David García

Personal information
- Full name: David García Haro
- Date of birth: 3 February 1980 (age 45)
- Place of birth: Valencia, Spain
- Height: 1.75 m (5 ft 9 in)
- Position(s): Defender

Youth career
- Levante
- 1996–1998: Barcelona

Senior career*
- Years: Team / Apps / (Gls)
- 1998–2000: Barcelona C / 46 / (0)
- 2000–2004: Barcelona B / 141 / (2)
- 2004–2008: Gimnàstic / 91 / (2)
- 2008–2009: Cádiz / 13 / (0)
- 2010: Terrassa / 13 / (1)
- 2011–2012: Terrassa / 32 / (1)
- 2012–2013: Vilassar Mar / ? / (0)
- Total:  / 336 / (6)

International career
- 1998–1999: Spain U18 / 8 / (1)

= David García (footballer, born 1980) =

Spanish footballer

David García Haro (born 3 February 1980) is a Spanish retired footballer who played as a defender.

==Club career==
Born in Valencia, Valencian Community, Garcia signed for FC Barcelona at the age of 16 from local Levante UD, playing his first four senior seasons with the B-side in the third division and helping them to two top-two league finishes, with the reserves subsequently falling short in the promotion playoffs. He never appeared officially for the Catalans' first team, his only appearance being the second half of a friendly match with China on 22 April 2004, coming on as a substitute for Marc Overmars.

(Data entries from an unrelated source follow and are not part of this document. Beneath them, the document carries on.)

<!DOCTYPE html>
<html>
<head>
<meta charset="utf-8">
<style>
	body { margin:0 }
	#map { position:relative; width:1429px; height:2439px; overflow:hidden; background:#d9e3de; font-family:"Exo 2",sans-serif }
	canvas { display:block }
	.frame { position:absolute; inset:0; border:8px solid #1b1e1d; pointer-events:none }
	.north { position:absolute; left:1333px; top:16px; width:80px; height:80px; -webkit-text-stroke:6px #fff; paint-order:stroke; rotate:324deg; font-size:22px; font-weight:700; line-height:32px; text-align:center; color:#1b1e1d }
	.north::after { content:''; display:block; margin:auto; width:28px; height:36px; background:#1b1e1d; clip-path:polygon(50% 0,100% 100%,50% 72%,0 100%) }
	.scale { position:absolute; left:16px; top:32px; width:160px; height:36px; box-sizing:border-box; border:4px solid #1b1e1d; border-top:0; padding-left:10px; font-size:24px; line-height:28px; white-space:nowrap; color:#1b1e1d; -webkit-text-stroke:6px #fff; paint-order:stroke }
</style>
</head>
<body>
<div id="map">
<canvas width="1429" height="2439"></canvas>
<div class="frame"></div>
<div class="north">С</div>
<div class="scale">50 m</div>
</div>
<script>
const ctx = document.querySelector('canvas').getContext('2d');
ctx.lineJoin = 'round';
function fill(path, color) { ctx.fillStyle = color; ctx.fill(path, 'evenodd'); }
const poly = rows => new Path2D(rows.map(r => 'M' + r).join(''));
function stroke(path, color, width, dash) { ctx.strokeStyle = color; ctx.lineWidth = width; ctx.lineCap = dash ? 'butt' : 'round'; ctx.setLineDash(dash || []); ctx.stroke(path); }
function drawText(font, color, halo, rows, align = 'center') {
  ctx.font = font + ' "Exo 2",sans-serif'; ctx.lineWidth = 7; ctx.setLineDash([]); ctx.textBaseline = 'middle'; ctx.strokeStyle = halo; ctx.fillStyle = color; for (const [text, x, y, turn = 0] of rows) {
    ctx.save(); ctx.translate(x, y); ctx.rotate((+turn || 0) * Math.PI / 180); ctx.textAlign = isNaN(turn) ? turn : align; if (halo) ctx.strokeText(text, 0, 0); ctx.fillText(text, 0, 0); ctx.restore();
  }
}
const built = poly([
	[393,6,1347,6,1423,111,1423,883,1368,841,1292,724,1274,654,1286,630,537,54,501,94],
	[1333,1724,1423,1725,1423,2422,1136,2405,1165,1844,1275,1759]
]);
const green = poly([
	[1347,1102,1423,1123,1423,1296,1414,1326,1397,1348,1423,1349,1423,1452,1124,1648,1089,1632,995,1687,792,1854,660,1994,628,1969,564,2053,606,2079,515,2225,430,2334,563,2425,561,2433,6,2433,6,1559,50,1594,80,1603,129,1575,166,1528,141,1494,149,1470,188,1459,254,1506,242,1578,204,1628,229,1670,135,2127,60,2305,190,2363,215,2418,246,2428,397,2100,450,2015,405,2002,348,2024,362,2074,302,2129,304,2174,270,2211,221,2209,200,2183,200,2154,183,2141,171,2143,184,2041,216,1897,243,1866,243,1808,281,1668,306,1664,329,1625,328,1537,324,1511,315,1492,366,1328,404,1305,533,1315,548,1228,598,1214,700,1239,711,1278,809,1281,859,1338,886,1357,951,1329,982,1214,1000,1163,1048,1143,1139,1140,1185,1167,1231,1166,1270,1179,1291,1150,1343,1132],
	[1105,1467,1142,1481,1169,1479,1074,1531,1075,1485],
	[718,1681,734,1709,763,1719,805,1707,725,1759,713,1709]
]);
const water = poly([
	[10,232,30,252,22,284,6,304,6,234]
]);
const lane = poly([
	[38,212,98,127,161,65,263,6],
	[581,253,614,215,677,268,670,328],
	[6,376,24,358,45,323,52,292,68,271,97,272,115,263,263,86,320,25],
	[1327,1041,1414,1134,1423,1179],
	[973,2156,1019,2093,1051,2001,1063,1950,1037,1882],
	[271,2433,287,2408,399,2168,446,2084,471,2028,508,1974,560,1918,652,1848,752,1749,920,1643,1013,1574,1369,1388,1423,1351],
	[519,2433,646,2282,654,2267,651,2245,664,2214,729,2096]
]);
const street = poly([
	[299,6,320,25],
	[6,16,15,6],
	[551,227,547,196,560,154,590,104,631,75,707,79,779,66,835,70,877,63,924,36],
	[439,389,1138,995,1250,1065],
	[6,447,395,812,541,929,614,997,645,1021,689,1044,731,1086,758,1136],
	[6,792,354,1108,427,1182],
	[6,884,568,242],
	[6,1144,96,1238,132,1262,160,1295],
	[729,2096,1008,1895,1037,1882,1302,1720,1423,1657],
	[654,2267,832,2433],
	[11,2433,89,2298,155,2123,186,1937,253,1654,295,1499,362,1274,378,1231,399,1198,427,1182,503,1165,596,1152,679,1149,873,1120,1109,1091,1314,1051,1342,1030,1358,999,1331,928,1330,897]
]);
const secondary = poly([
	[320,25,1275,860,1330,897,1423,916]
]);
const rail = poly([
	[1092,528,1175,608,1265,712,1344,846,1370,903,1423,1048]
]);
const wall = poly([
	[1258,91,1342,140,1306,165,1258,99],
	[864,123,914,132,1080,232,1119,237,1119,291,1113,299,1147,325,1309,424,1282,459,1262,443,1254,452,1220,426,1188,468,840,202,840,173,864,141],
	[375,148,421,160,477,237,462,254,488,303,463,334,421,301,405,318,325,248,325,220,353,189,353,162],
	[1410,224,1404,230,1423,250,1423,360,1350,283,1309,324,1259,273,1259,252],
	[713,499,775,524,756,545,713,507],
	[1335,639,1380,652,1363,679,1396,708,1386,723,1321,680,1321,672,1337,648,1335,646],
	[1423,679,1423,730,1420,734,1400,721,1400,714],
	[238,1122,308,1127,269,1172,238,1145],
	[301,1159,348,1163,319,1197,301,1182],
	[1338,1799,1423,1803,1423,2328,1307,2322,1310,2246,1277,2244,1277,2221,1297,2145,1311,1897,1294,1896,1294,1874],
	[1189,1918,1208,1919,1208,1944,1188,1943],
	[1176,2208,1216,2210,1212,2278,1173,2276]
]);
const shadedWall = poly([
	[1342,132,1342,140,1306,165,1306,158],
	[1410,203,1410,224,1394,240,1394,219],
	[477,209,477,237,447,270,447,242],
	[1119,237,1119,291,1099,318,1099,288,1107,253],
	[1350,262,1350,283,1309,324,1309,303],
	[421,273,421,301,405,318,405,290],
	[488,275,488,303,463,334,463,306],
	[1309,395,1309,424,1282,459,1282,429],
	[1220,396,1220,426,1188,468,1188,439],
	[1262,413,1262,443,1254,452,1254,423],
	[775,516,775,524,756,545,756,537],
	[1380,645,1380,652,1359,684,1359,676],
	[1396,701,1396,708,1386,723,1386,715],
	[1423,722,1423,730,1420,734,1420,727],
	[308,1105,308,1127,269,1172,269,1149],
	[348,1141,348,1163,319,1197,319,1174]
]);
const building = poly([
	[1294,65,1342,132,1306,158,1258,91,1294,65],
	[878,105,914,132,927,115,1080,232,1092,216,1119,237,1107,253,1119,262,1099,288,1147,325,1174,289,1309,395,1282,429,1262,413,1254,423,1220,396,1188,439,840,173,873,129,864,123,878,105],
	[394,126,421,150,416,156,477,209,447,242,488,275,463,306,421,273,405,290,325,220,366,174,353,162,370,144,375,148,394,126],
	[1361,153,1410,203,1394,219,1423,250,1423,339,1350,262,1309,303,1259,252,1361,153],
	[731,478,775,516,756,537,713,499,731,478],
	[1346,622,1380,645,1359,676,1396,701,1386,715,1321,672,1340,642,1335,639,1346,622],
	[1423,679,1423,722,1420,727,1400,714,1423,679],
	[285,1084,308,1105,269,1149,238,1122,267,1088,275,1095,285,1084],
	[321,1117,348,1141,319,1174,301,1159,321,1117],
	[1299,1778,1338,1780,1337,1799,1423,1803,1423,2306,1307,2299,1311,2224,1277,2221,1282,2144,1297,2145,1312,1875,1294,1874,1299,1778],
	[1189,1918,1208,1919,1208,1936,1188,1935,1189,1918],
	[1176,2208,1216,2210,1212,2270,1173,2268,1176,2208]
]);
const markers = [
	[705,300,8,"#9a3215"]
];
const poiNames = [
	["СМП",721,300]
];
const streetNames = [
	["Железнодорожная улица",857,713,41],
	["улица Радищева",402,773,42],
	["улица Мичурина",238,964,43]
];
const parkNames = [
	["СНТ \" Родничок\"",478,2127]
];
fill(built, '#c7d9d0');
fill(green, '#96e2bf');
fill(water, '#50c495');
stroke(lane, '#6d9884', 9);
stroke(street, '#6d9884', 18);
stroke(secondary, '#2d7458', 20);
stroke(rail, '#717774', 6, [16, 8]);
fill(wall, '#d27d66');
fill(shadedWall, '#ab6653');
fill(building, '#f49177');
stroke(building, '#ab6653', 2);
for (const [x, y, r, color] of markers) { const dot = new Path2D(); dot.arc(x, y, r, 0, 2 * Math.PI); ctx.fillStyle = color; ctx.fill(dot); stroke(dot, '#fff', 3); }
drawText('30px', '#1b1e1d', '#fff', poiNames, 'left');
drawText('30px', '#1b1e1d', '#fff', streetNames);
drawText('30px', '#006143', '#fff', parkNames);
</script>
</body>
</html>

In the summer of 2004, García moved to Barça neighbours Gimnàstic de Tarragona, contributing to 28 league games in his second season as the club returned to La Liga after a 56-year absence. On 10 December 2006, he scored his only goal in the top division in a 2–1 home win against Levante, but Nàstic was immediately relegated back.

After one year with Cádiz CF, playing sparingly in another first division promotion, García resumed his career in the lower leagues.